Dilansir dari laporan Kemenkes di Jakarta, Minggu
(30/6/2024), dari hasil investigasi yang dilakukan Komite Daerah
(Komda) KIPI Jawa Barat dan Pokja KIPI Kota Sukabumi bersama Dinas
Kesehatan Kota Sukabumi menyampaikan bayi tersebut lahir dengan
bantuan bidan dan sudah mendapatkan vitamin K juga vaksin hepatitis B.
Namun setelah lahir, bayi yang berusia hampir 3 bulan ini
tidak pernah dibawa ke Puskesmas.
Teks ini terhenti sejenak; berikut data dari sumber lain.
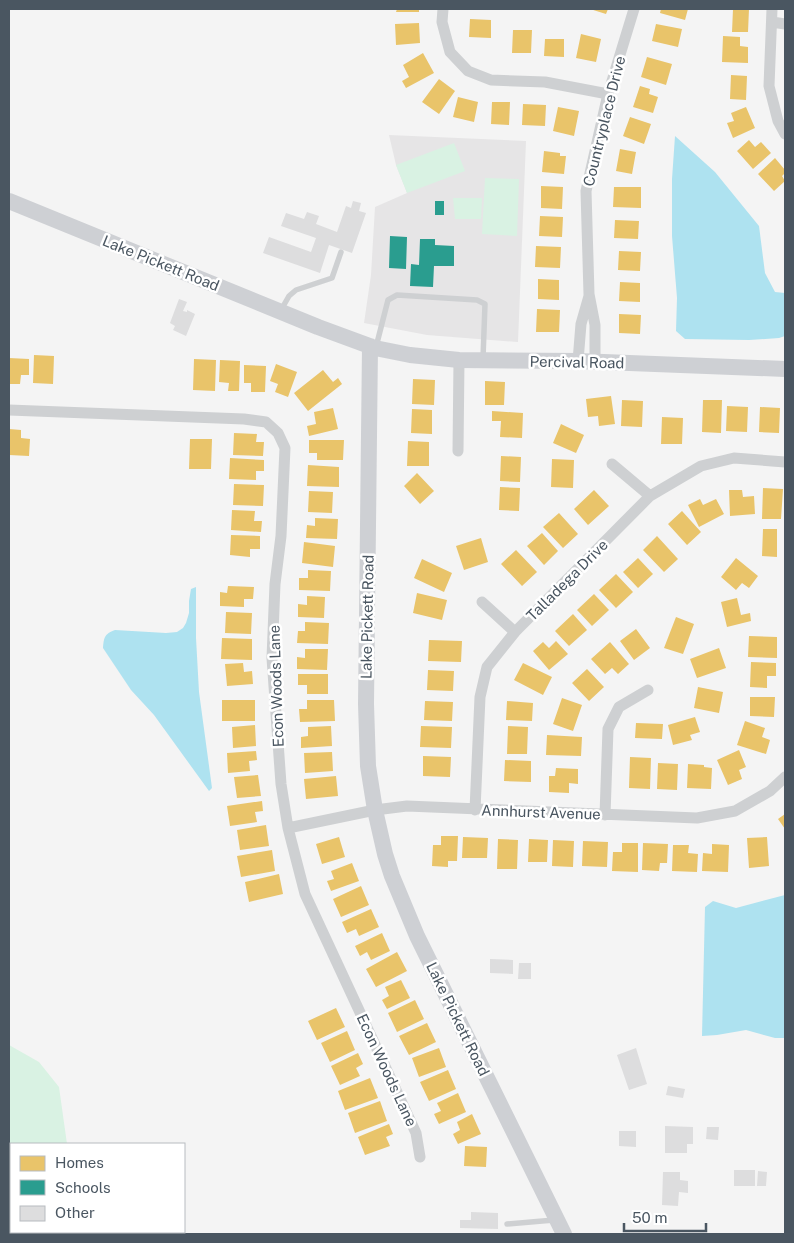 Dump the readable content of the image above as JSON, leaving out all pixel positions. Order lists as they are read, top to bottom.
{
  "streets": {
    "main road": ["Lake Pickett Road", "Percival Road"],
    "street": [
      "Countryplace Drive",
      "Talladega Drive",
      "Econ Woods Lane",
      "Annhurst Avenue"
    ]
  },
  "crossings": [
    ["Countryplace Drive", "Percival Road"],
    ["Lake Pickett Road", "Percival Road"],
    ["Lake Pickett Road", "Annhurst Avenue"],
    ["Talladega Drive", "Annhurst Avenue"],
    ["Econ Woods Lane", "Annhurst Avenue"]
  ],
  "legend": ["Homes", "Schools", "Other"],
  "scale_bar": "50 m"
} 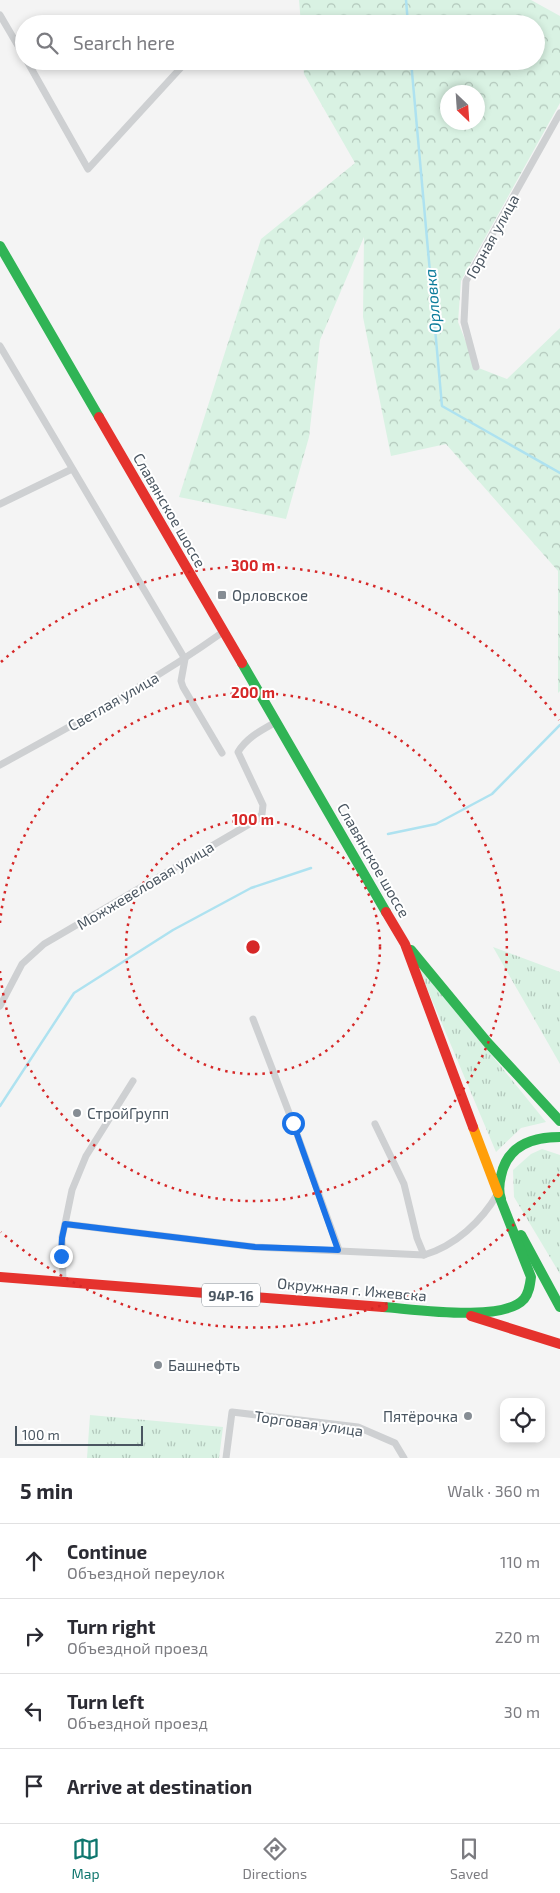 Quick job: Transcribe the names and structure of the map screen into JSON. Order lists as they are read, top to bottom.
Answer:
{
  "streets": {
    "main road": ["Славянское шоссе", "Окружная г. Ижевска", "94Р-16"],
    "street": [
      "Горная улица",
      "Светлая улица",
      "Можжевеловая улица",
      "Торговая улица"
    ]
  },
  "crossings": [
    ["Славянское шоссе", "Светлая улица"],
    ["Славянское шоссе", "Можжевеловая улица"],
    ["Славянское шоссе", "Окружная г. Ижевска"]
  ],
  "water": ["Орловка"],
  "places": {
    "transit": ["Орловское"],
    "other": ["СтройГрупп", "Башнефть", "Пятёрочка"]
  },
  "scale_bar": "100 m",
  "north": "bottom right",
  "page": {
    "search": "Search here",
    "scale": "100 m",
    "heading": ["5 min", "Walk · 360 m"],
    "list": [
      ["Continue", "Объездной переулок", "110 m"],
      ["Turn right", "Объездной проезд", "220 m"],
      ["Turn left", "Объездной проезд", "30 m"],
      "Arrive at destination"
    ],
    "nav": ["Map", "Directions", "Saved"]
  },
  "rings": ["300 m", "200 m", "100 m"]
} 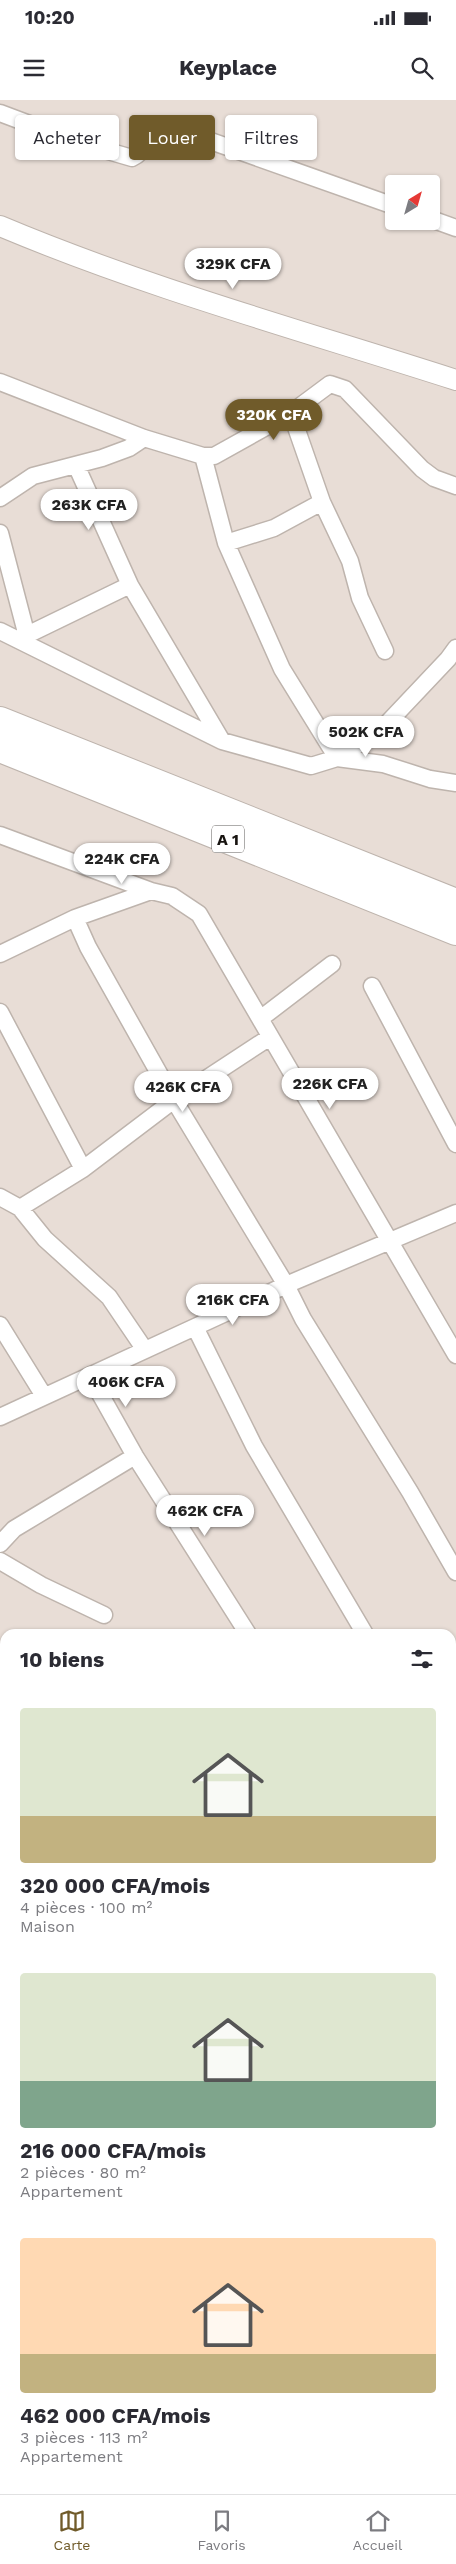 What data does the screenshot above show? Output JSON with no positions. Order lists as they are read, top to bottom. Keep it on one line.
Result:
{"streets":{"highway":["A 1"]},"north":"top right","page":{"status":"10:20","header":"Keyplace","chip":["Acheter","Louer","Filtres"],"price":["329K CFA","320K CFA","263K CFA","502K CFA","224K CFA","226K CFA","426K CFA","216K CFA","406K CFA","462K CFA"],"heading":"10 biens","list":[{"name":"320 000 CFA/mois","note":"4 pièces · 100 m² · Maison"},{"name":"216 000 CFA/mois","note":"2 pièces · 80 m² · Appartement"},{"name":"462 000 CFA/mois","note":"3 pièces · 113 m² · Appartement"}],"tabs":["Carte","Favoris","Accueil"]}} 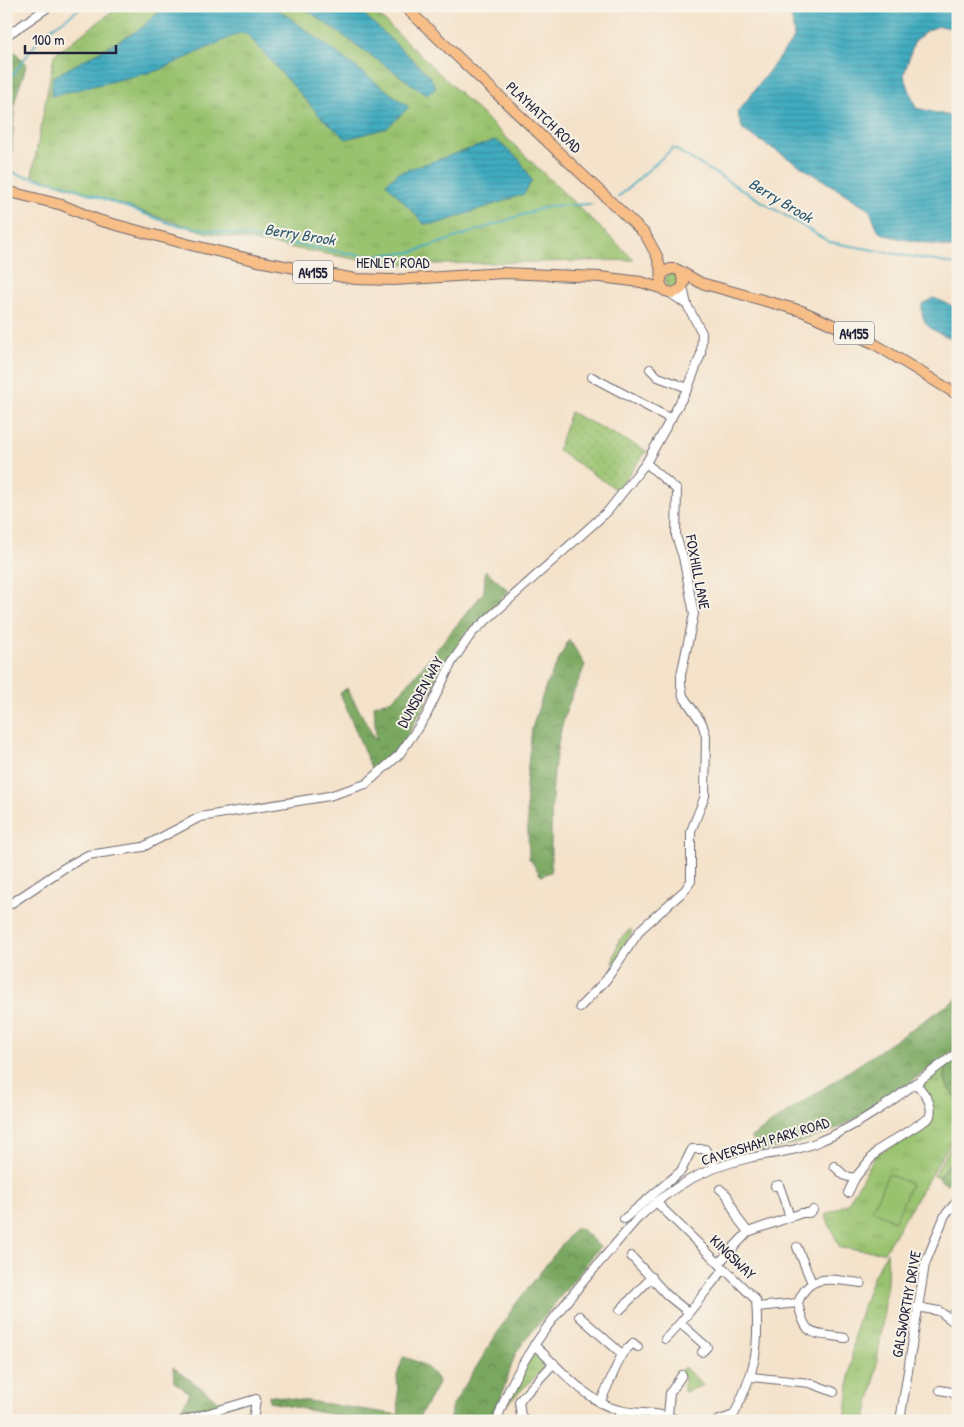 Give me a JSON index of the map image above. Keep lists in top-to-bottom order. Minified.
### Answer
{"streets":{"main road":["PLAYHATCH ROAD","HENLEY ROAD","A4155"],"street":["FOXHILL LANE","DUNSDEN WAY","CAVERSHAM PARK ROAD","KINGSWAY","GALSWORTHY DRIVE"]},"crossings":[["PLAYHATCH ROAD","HENLEY ROAD"],["PLAYHATCH ROAD","A4155"],["PLAYHATCH ROAD","DUNSDEN WAY"],["HENLEY ROAD","A4155"],["HENLEY ROAD","DUNSDEN WAY"],["A4155","DUNSDEN WAY"],["FOXHILL LANE","DUNSDEN WAY"],["CAVERSHAM PARK ROAD","KINGSWAY"]],"water":["Berry Brook"],"scale_bar":"100 m"}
Ia baru kembali dibawa oleh
orangtuanya saat berusia 2 bulan 28 hari ke Posyandu untuk mendapatkan
imunisasi.
Imunisasi yang diberikan tenaga kesehatan terhadap bayi MKA
ini merupakan imunisasi ganda, yaitu pemberian vaksin lebih dari satu
jenis vaksin dalam sekali kunjungan.
Pemberian imunisasi dengan 4 jenis vaksin (BCG, DPT-HB-Hib, Polio,
Rotavirus) untuk melengkapi status imunisasinya dan mengejar imunisasi
yang belum didapatkan.
Pada saat di Posyandu, terdapat 18 anak yang mendapatkan
imunisasi pada hari tersebut dan ada 3 anak yang mendapatkan empat
jenis vaksin sama seperti almarhum bayi MKA, dan kondisinya saat ini
sehat.
Setelah menerima imunisasi, bayi MKA pulang ke rumah. Pada
waktu itu, kondisi bayi normal lalu tak berapa lama menunjukkan gejala
tubuh yang melemah. Melihat kondisi sang anak tidak normal, orangtua
bayi pun langsung menghubungi puskesmas. (pitta-01)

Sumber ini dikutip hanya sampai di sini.